Лиззи скребла ногтем по струне.
– По-твоему, быть женственной – это каждый раз притворяться, что я ничего не чувствую? Нет, милый мой, я буду вести себя так, как мне нравится. А если это тебя не устраивает, иди к черту.
Раз в две недели Лиззи получала письма от Франсин, подруги из Иллинойса.
– Вот послушай, я тебе сейчас прочитаю, – звала она Аду, – «Мы стали настоящими флэпперс…» Ты знаешь, кто такие флэпперс?
Ада пыталась догадаться: «fl apper» по-английски – птенец-слеток, отчаянно хлопающий крыльями в попытке научиться летать.
– Нет, не знаю.
– Это современные девушки. Они носят плиссированные юбки, свитера и шляпки-клош – колокольчиком. Стригут волосы: длинные лохмы – это прошлый век. Курят, занимаются спортом. Это девушки новой эры.
Письма Франсин звучали для Лиззи как поэма.
– «Нас страшно ругают и в газетах, и на церковных собраниях, но нам плевать. Мы не собираемся повторять судьбу наших мамочек. Мы дерзки не по годам, мы водим автомобили и танцуем всю ночь напролет». Каково? – Лиззи смотрела на Аду расширенными зрачками. – Слушай дальше: «Весь Чикаго сходит с ума от джаза. Лучший оркестр играет в ресторане „Линкольн Гарденс“: Луи Армстронг, корнетист, просто великолепен! Мы с моим Стивом совершаем всевозможные безумства, напиваемся до потери сознания – представь меня, покупающую бутылку контрабандного виски! У нас „сухой закон“, и спиртное можно приобрести только из-под полы. Мы залезаем на флагштоки перед мэрией и фотографируемся. У нас есть план пролететь над городом, привязав себя к крыльям аэроплана».
– Дорогая, у моей гончей блохи! – кричал мистер Уайер из своей комнаты. – Чем бы их вывести?
– А все, что надо моему мужу, – горько шептала Лиззи, – это рецепт выведения блох.

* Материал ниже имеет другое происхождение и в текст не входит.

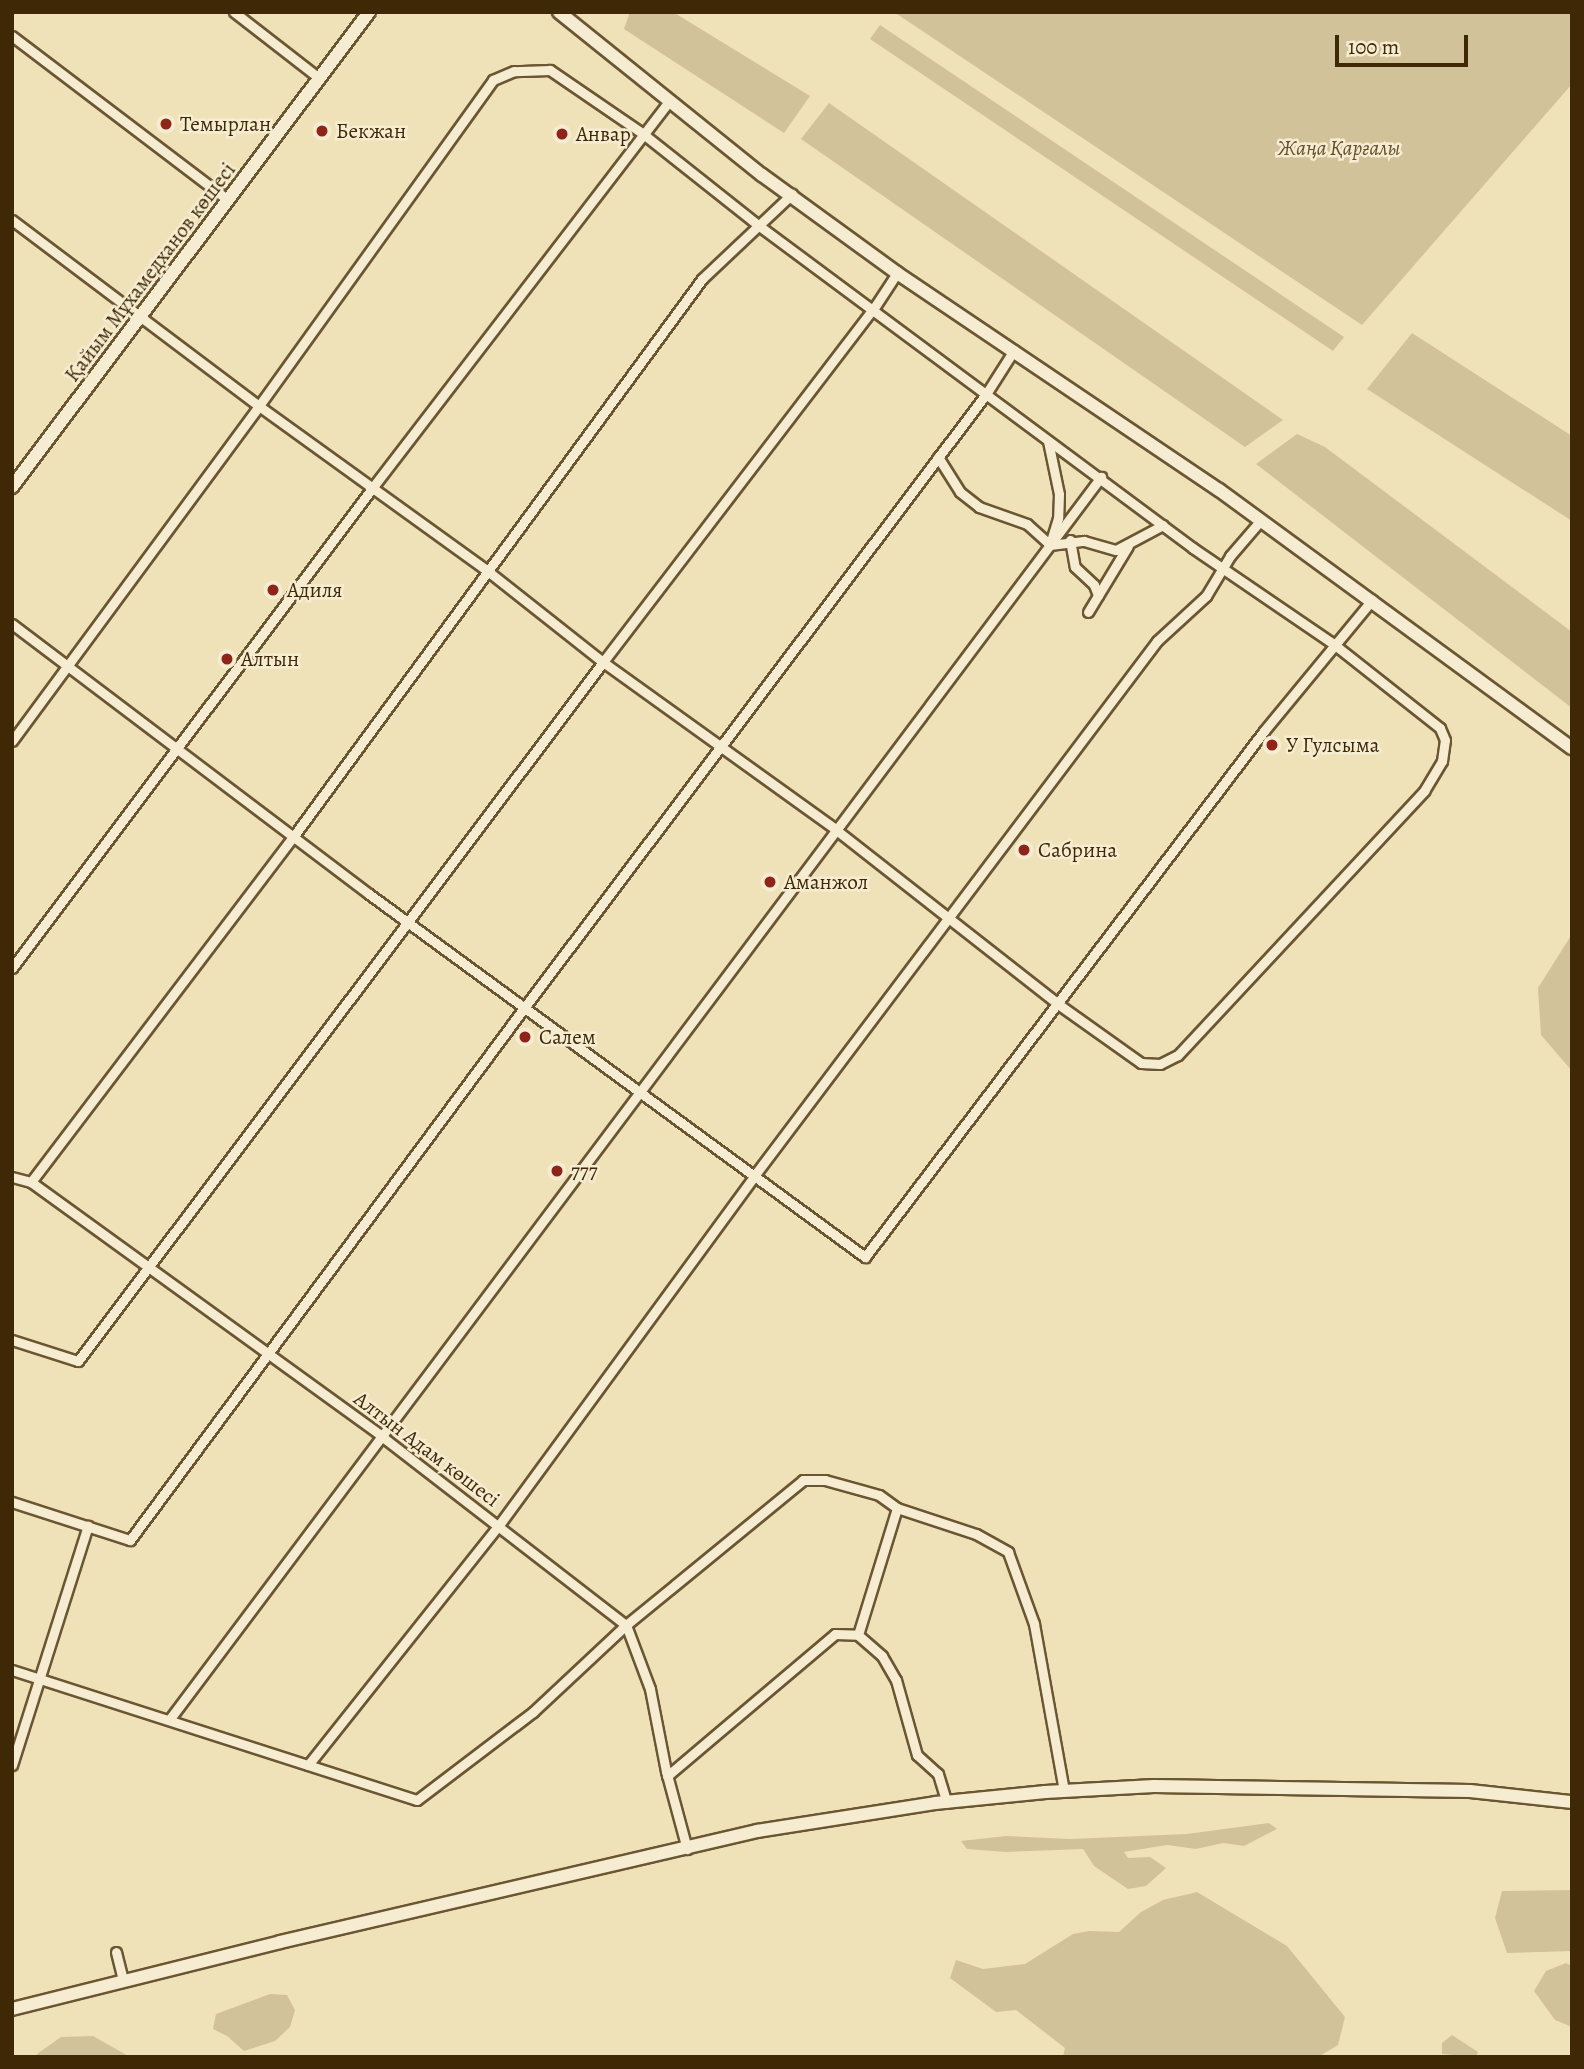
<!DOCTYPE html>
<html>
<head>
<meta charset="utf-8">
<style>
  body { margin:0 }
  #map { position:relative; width:1584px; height:2069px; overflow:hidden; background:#f0e2b8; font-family:Alegreya,serif }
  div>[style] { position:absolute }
  .green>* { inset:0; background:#d2c29a }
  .roads { filter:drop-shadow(2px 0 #6b5632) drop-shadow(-2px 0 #6b5632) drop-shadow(0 2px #6b5632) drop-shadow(0 -2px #6b5632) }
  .street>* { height:9px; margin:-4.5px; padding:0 4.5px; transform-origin:4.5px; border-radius:4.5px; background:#f5ecd1 }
  .secondary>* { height:12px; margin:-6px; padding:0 6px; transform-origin:6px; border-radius:6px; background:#f5ecd1 }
  .dots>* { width:19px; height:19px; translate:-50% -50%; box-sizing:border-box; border:4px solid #f5ecd1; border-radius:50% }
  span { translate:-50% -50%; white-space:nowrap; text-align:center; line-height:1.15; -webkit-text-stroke:5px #f5ecd1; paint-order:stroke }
  .poi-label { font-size:21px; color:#3f2806 }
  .left { translate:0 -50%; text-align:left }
  .park-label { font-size:21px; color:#644e2b; font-style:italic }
  .street-label { font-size:21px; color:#3f2806 }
  .frame { position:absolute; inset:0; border:14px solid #3f2806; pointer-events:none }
  .scale { position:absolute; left:1335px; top:35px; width:133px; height:32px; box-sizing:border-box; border:4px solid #3f2806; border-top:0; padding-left:9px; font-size:21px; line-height:24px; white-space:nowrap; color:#3f2806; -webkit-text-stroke:5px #f5ecd1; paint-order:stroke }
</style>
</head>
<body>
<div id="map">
  <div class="green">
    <div style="clip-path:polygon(630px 12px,673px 12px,810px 96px,784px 133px,624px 29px)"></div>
    <div style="clip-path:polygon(894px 12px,1572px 12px,1572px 84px,1362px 325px)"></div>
    <div style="clip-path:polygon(880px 25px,1344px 337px,1333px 351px,870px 39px)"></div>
    <div style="clip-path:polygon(829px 103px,1283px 420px,1245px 447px,801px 139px)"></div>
    <div style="clip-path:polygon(1412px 333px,1572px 436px,1572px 521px,1367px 389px)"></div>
    <div style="clip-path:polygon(1297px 434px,1325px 447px,1572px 632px,1572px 708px,1256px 464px)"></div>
    <div style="clip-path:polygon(1572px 934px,1572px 1071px,1541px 1035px,1538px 988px)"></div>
    <div style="clip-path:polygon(1269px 1823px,1277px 1829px,1244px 1846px,1223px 1843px,1196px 1849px,1167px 1845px,1124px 1852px,1128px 1858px,1150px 1857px,1166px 1868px,1146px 1886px,1128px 1889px,1094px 1866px,1083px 1849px,1006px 1852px,967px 1849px,961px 1841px,1006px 1836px,1070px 1839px,1187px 1834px)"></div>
    <div style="clip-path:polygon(1572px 1890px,1572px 1951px,1507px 1953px,1495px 1918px,1502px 1891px)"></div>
    <div style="clip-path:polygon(1197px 1892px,1287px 1946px,1345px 2017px,1338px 2045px,1318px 2057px,1063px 2057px,1065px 2048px,1016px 2010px,996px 2012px,950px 1978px,956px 1960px,983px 1969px,1025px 1964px,1073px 1934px,1089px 1931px,1119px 1932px,1141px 1912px,1163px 1900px)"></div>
    <div style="clip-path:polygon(1566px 1963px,1572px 1966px,1572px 2027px,1555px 2020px,1534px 1991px,1546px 1971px)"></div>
    <div style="clip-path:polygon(270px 1994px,287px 1995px,295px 2010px,290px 2027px,275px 2041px,244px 2051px,227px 2036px,213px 2029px,216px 2014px)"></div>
    <div style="clip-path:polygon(1452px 2035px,1478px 2052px,1476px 2057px,1442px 2054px,1442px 2043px)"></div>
    <div style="clip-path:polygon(93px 2036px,130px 2057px,38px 2057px,37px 2054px,61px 2037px)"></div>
  </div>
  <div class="roads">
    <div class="street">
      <div style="left:234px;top:12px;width:108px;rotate:37.8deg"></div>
      <div style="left:12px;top:36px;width:271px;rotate:37.2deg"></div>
      <div style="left:12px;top:220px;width:309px;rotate:37deg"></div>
      <div style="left:259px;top:406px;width:284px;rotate:35.8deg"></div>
      <div style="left:489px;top:572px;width:145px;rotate:38.3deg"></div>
      <div style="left:603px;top:662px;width:286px;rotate:35.7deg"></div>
      <div style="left:835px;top:829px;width:283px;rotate:38.1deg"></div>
      <div style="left:1058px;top:1004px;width:102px;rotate:35.4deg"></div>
      <div style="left:1141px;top:1063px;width:19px;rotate:3deg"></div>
      <div style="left:1160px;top:1064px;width:20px;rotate:-27deg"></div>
      <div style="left:1178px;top:1055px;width:361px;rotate:-47deg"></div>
      <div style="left:1424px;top:791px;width:35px;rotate:-59deg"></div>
      <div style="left:1442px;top:761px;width:21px;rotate:-82deg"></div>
      <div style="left:1445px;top:740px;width:13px;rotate:-113deg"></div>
      <div style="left:1440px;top:728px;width:134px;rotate:-141.7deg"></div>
      <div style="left:1335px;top:645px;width:172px;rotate:-145.7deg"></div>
      <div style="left:1193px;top:548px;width:542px;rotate:-143.41deg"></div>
      <div style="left:758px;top:225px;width:148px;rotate:-141.6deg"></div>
      <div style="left:642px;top:133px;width:112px;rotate:-145.6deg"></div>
      <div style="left:550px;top:70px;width:36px;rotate:178deg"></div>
      <div style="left:514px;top:71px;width:23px;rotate:157deg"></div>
      <div style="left:493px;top:80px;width:401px;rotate:125.7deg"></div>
      <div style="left:259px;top:406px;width:416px;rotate:126.4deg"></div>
      <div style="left:1048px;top:441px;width:54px;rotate:78.3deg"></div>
      <div style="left:1059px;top:494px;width:24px;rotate:92deg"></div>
      <div style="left:1058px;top:518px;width:28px;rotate:107deg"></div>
      <div style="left:1050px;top:545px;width:34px;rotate:-7deg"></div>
      <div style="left:1084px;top:541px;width:33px;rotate:16deg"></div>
      <div style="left:1116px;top:550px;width:53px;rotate:-28deg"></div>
      <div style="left:938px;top:457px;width:41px;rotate:57.8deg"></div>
      <div style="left:960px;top:492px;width:24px;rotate:38deg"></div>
      <div style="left:979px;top:507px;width:51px;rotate:19.5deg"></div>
      <div style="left:1027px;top:524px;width:31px;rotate:42deg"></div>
      <div style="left:1070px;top:540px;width:27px;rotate:80deg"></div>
      <div style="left:1075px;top:567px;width:26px;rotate:43deg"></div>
      <div style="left:1094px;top:585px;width:11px;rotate:68deg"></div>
      <div style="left:1088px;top:612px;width:77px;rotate:-58.8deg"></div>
      <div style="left:12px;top:624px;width:448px;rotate:37.1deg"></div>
      <div style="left:369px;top:894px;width:615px;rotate:36.2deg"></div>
      <div style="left:865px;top:1257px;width:660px;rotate:-52.82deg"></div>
      <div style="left:1264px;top:731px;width:170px;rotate:-50.5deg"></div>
      <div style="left:12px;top:968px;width:601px;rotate:-53.11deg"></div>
      <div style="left:373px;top:487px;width:485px;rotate:-52.5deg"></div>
      <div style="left:12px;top:1177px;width:20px;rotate:15deg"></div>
      <div style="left:31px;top:1182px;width:431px;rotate:35.9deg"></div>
      <div style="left:380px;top:1435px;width:311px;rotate:37.7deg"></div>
      <div style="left:626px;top:1625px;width:68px;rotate:69.4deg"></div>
      <div style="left:650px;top:1689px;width:84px;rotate:79deg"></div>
      <div style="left:666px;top:1771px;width:81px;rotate:74.9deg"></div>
      <div style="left:31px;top:1182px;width:433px;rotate:-52.8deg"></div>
      <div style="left:293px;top:837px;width:692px;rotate:-53.76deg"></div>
      <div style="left:702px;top:279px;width:124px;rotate:-43.4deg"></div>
      <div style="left:12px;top:1340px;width:69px;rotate:17.7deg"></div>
      <div style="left:78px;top:1361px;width:874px;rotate:-53.09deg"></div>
      <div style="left:603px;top:662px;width:446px;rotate:-52.6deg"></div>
      <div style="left:874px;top:308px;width:42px;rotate:-56.7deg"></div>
      <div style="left:12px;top:1502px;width:124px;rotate:17.9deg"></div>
      <div style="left:130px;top:1540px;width:662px;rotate:-53.48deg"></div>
      <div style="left:524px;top:1008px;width:768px;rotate:-53.04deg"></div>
      <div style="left:986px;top:394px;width:52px;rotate:-57.5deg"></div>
      <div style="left:897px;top:1508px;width:83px;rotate:18.2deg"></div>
      <div style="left:976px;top:1534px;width:37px;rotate:29deg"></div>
      <div style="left:1008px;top:1552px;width:77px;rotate:70.1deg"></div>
      <div style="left:1034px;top:1624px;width:170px;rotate:79.8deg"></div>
      <div style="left:12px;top:1670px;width:425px;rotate:17.8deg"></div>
      <div style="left:417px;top:1800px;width:146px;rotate:-37.2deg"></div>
      <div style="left:533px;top:1712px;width:127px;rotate:-43.1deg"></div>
      <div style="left:626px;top:1625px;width:229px;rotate:-39.3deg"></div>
      <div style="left:803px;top:1480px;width:22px"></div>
      <div style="left:825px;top:1480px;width:56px;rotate:15.5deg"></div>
      <div style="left:879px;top:1495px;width:22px;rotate:36deg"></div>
      <div style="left:897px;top:1508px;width:133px;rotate:107.1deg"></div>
      <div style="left:169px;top:1720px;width:1554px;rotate:-53.14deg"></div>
      <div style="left:12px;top:1765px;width:251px;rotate:-72.4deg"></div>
      <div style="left:308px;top:1765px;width:307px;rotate:-51.5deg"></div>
      <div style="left:499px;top:1525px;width:432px;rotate:-53.8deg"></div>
      <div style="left:754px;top:1176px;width:670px;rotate:-53.01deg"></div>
      <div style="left:1157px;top:641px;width:67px;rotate:-42.6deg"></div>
      <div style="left:1206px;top:596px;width:47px;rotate:-59deg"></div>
      <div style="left:1230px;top:556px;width:48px;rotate:-49.3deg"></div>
      <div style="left:667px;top:1776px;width:220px;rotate:-40.2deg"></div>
      <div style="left:835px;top:1634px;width:23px;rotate:2deg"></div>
      <div style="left:858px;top:1635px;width:32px;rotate:41deg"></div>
      <div style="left:882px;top:1656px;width:28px;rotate:60deg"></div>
      <div style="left:896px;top:1680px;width:78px;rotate:74.4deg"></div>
      <div style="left:917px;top:1755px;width:28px;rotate:42deg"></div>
      <div style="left:938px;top:1774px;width:30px;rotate:73deg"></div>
      <div style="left:116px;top:1952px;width:30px;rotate:76deg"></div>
    </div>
    <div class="secondary">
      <div style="left:559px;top:12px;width:260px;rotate:38.8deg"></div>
      <div style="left:762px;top:175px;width:167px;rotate:36deg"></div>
      <div style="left:897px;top:273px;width:388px;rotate:34deg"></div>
      <div style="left:1219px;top:490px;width:437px;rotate:36.2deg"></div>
      <div style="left:12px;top:487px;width:594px;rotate:-53.07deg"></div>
      <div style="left:12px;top:2009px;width:276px;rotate:-14deg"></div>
      <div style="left:280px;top:1942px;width:490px;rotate:-13.1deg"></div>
      <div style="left:757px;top:1831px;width:180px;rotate:-8.9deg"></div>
      <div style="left:935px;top:1803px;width:111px;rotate:-5.7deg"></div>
      <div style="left:1045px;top:1792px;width:109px;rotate:-3.2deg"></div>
      <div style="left:1154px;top:1786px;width:316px;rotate:0.9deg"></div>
      <div style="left:1470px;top:1791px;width:103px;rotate:6.2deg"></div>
    </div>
  </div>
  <div class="dots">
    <div style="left:166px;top:124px;background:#8f2418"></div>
    <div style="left:322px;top:131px;background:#8f2418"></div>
    <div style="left:562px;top:134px;background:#8f2418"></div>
    <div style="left:273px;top:590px;background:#8f2418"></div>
    <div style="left:227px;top:659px;background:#8f2418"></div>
    <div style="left:1272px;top:745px;background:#8f2418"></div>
    <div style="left:1024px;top:850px;background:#8f2418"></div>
    <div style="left:770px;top:882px;background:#8f2418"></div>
    <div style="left:525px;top:1037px;background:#8f2418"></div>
    <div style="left:557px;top:1171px;background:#8f2418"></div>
  </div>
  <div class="poi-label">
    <span class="left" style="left:180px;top:124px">Темырлан</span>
    <span class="left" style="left:336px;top:131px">Бекжан</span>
    <span class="left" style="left:576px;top:134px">Анвар</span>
    <span class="left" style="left:287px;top:590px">Адиля</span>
    <span class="left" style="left:241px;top:659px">Алтын</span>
    <span class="left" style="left:1286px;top:745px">У Гулсыма</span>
    <span class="left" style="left:1038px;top:850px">Сабрина</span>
    <span class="left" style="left:784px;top:882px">Аманжол</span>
    <span class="left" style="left:539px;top:1037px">Салем</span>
    <span class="left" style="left:571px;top:1171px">777</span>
  </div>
  <div class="park-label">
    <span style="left:1339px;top:148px">Жаңа Қарғалы</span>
  </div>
  <div class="street-label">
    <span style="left:150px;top:272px;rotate:-53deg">Қайым Мұхамедханов көшесі</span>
    <span style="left:427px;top:1449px;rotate:37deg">Алтын Адам көшесі</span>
  </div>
  <div class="frame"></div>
  <div class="scale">100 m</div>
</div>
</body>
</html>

Она начала покровительствовать Аде назло супругу. Мистер Уайер рассказал за обедом, что в ресторане Бегового клуба один молодой человек появился с русской девушкой.
– Мы встретили его очень холодно, – сообщил он. – Этот субъект работает в банке, и я бы не советовал ему жениться на беженке. Иначе он сразу потеряет место.
– Неужели? – Миссис Уайер сощурила глаза.
– Жениться на русской, пусть очень милой, – это как жениться на китаянке. Хотя кто знает? Если она забудет свой язык и перестанет видеться с прежними друзьями…
– Ада, идите сюда! – приказала Лиззи.
Ада, потупив взгляд, поднялась из-за стола.
– Скажите мистеру Уайеру, что он негодяй. Ну же, не стесняйтесь! Пусть он знает, что он не имеет права оскорблять вас и вашу нацию.
Роберт растерянно смотрел на нее:
– Лиззи, ну я…
– Проси прощения немедленно! – рявкнула она. – Иначе, клянусь, я с тобой больше за стол не сяду!
Уайер извинился и сбежал к себе в кабинет.
– Не ревите, Ада! – велела Лиззи. Она все еще пылала гневом. – Это свинство! Что они себе позволяют в этих клубах?
Ада спрятала лицо в ладонях:
– Я знаю… Быть белой и бедной – немыслимое сочетание. Но что я могу поделать?
– А у моей подруги Генриетты есть русская няня, – подала голос Бриттани. – Она смешная: у нее волосы двух цветов. На концах оранжевые, а у головы седые. Ужас, правда?